For those of you not intimately familiar with the process of maple syrup production, it goes like this:

[Maple] trees store starch in their trunks and roots before the winter; the starch is then converted to sugar that rises in the sap in late winter and early spring. Maple trees can be tapped by drilling holes into their trunks and collecting the exuded sap, which is processed by heating to evaporate much of the water, leaving the concentrated syrup.

Here’s a video to showing a basic tap and bucket assembly, but I’ve seen outfits with setups running what look like miles of bright blue tubing directly from the trees to the sugar shack.

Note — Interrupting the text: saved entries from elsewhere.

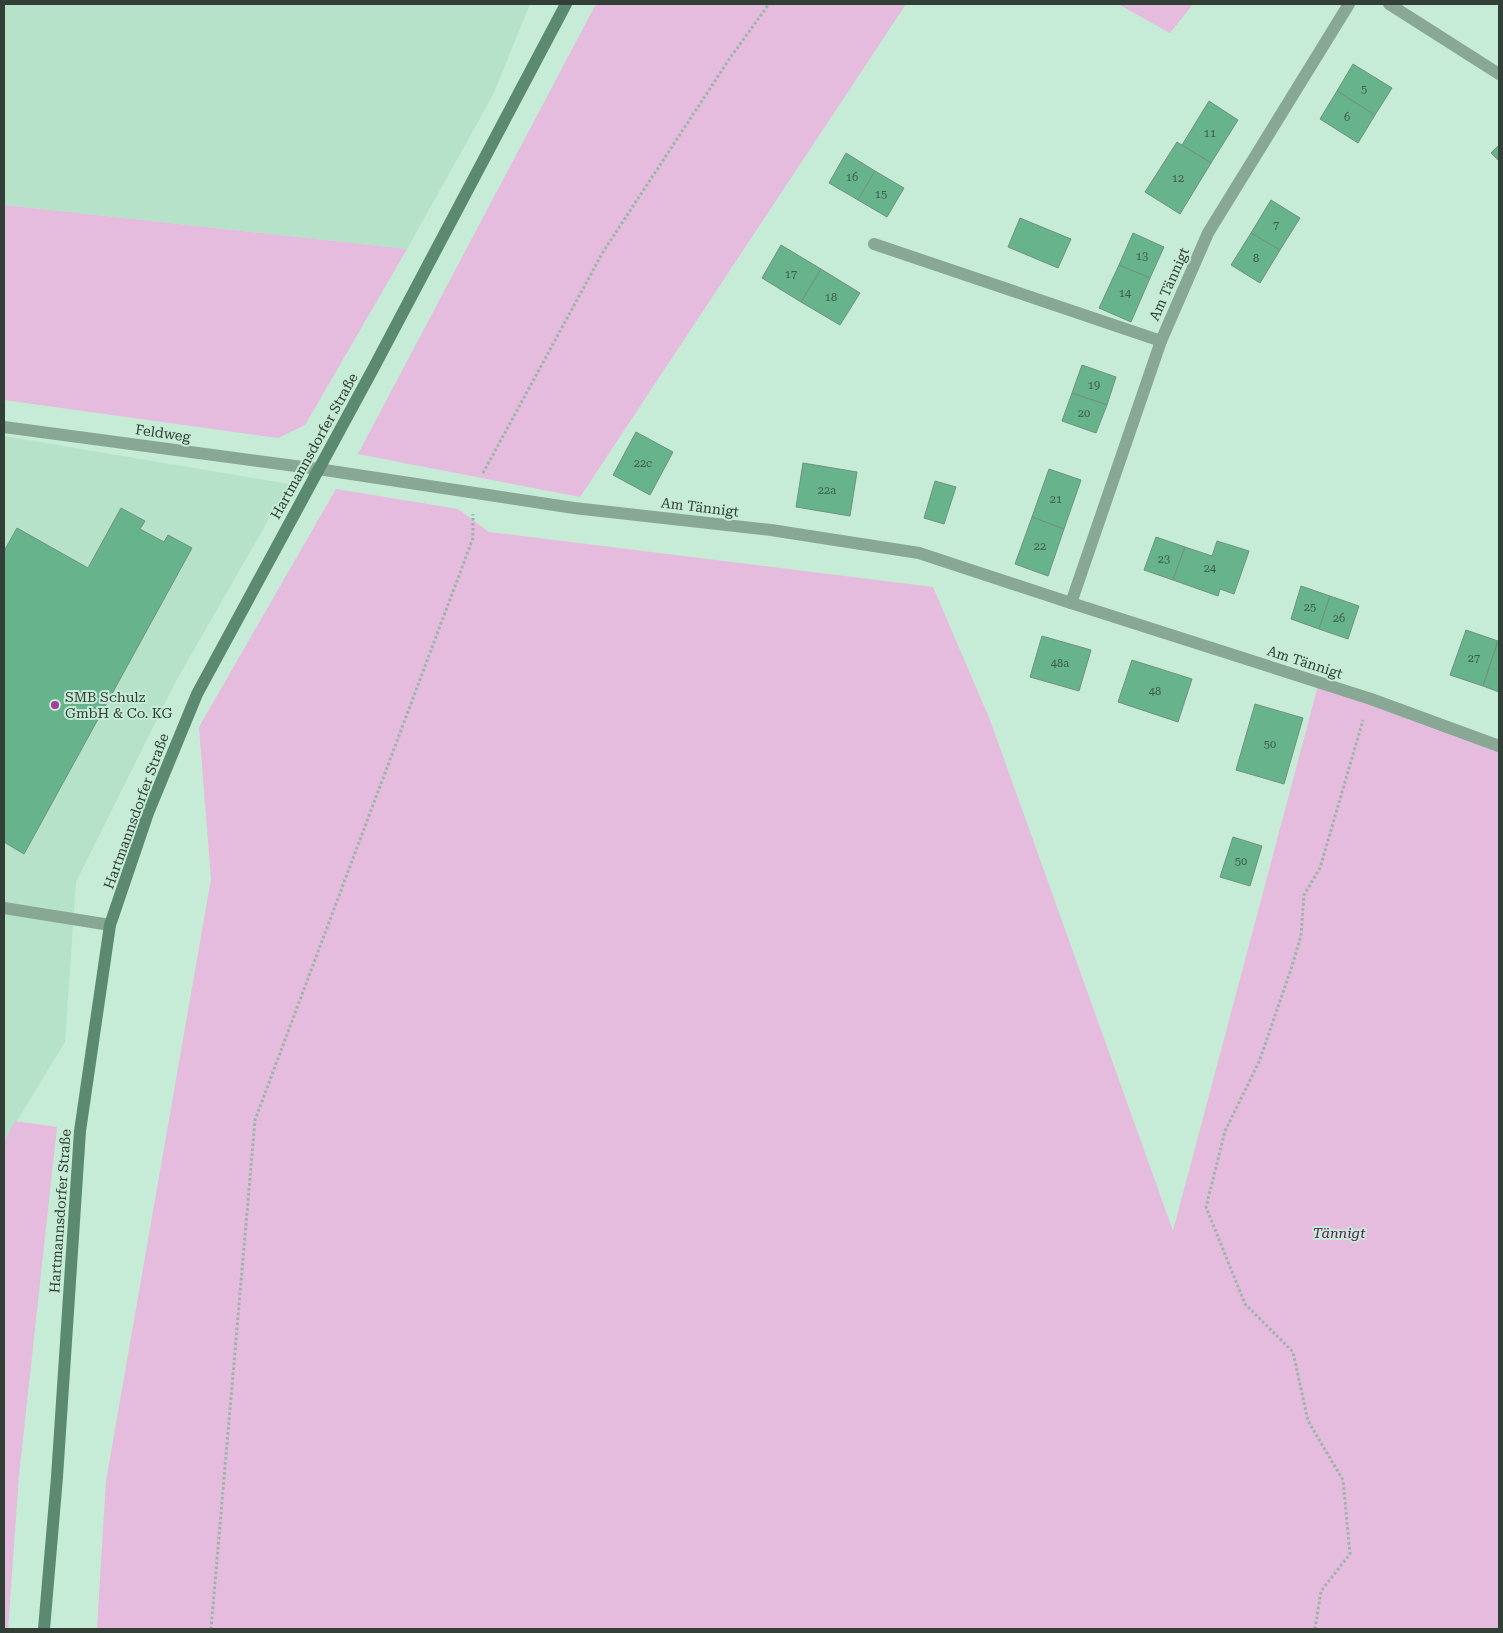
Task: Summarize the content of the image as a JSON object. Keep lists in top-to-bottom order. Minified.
{"streets":{"main road":["Hartmannsdorfer Straße"],"street":["Am Tännigt","Feldweg"]},"crossings":[["Am Tännigt","Feldweg"],["Am Tännigt","Hartmannsdorfer Straße"],["Feldweg","Hartmannsdorfer Straße"]],"parks":["Tännigt"],"places":["SMB Schulz GmbH & Co. KG"],"house_numbers":["5","6","11","16","12","15","7","13","8","17","14","18","19","20","22c","22a","21","22","23","24","25","26","27","48a","48","50","50"]}
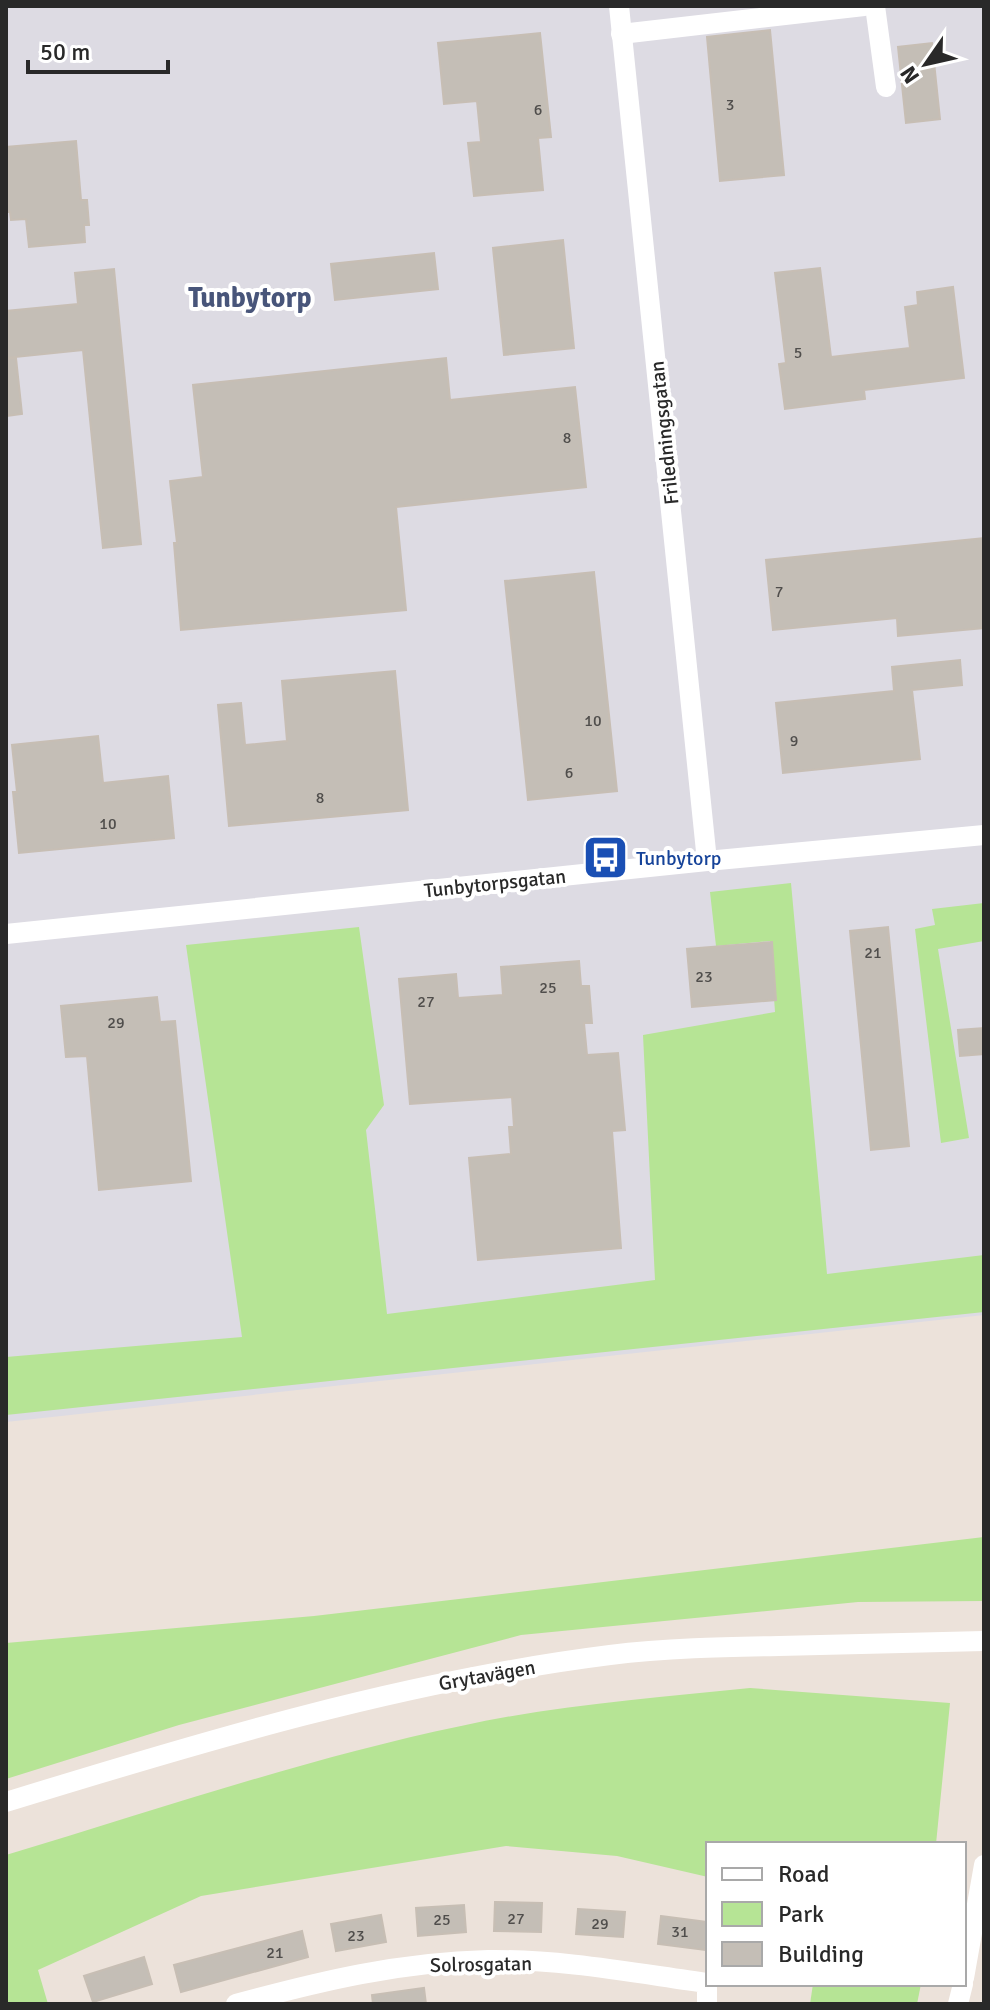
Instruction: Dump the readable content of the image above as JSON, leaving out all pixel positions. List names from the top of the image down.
{
  "streets": {
    "street": [
      "Friledningsgatan",
      "Tunbytorpsgatan",
      "Grytavägen",
      "Solrosgatan"
    ]
  },
  "crossings": [
    ["Friledningsgatan", "Tunbytorpsgatan"]
  ],
  "districts": ["Tunbytorp"],
  "places": {
    "bus stop": ["Tunbytorp"]
  },
  "house_numbers": [
    "3",
    "6",
    "5",
    "8",
    "7",
    "10",
    "9",
    "6",
    "8",
    "10",
    "21",
    "23",
    "25",
    "27",
    "29",
    "27",
    "25",
    "29",
    "31",
    "23",
    "21"
  ],
  "legend": ["Road", "Park", "Building"],
  "scale_bar": "50 m",
  "north": "bottom left"
}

Even with modern improvements, this isn’t the sort of agricultural process that can be exported to alternate climes. The trees require cold winters and sap production levels depend on spring temperatures finely balanced between colder nights and warmer days.

It turns out that the weather this March has been pretty near perfect, at least if you are a sugar maple. Waking trees drink up groundwater during the day, convert the stored starches in their roots to sugar, and pump the resulting sap up their trunks and into waiting sap buckets.

Collect, boil, repeat, at least until the sap stops running.

Making syrup requires a lot of work and patience. The old fashioned way involves big black kettles and a steady supply of wood to keep the fire going. Even with new, more efficient boilers, reducing sap to syrup takes hours.

My mother took us to a friend’s sugaring party when I was a child. My brother and I ran from tree to tree, hauling half-full buckets through the snowy woods to the kettle and back. The fresh sap tasted like the Entish draughts of my imagination, its clear cool taste instantly refreshing. We also poured hot syrup onto plates of snow to make maple taffy. Freaking amazing.

As luck (or clever planning?) would have it, I am located in the heart of maple syrup country. Quebec and Ontario are the largest maple syrup producers in Canada.

If you happen to be in Ontario this weekend and you love maple syrup as much as I do, you’re in luck. It’s Maple Weekend and I plan to stock up for the year. Because delicious!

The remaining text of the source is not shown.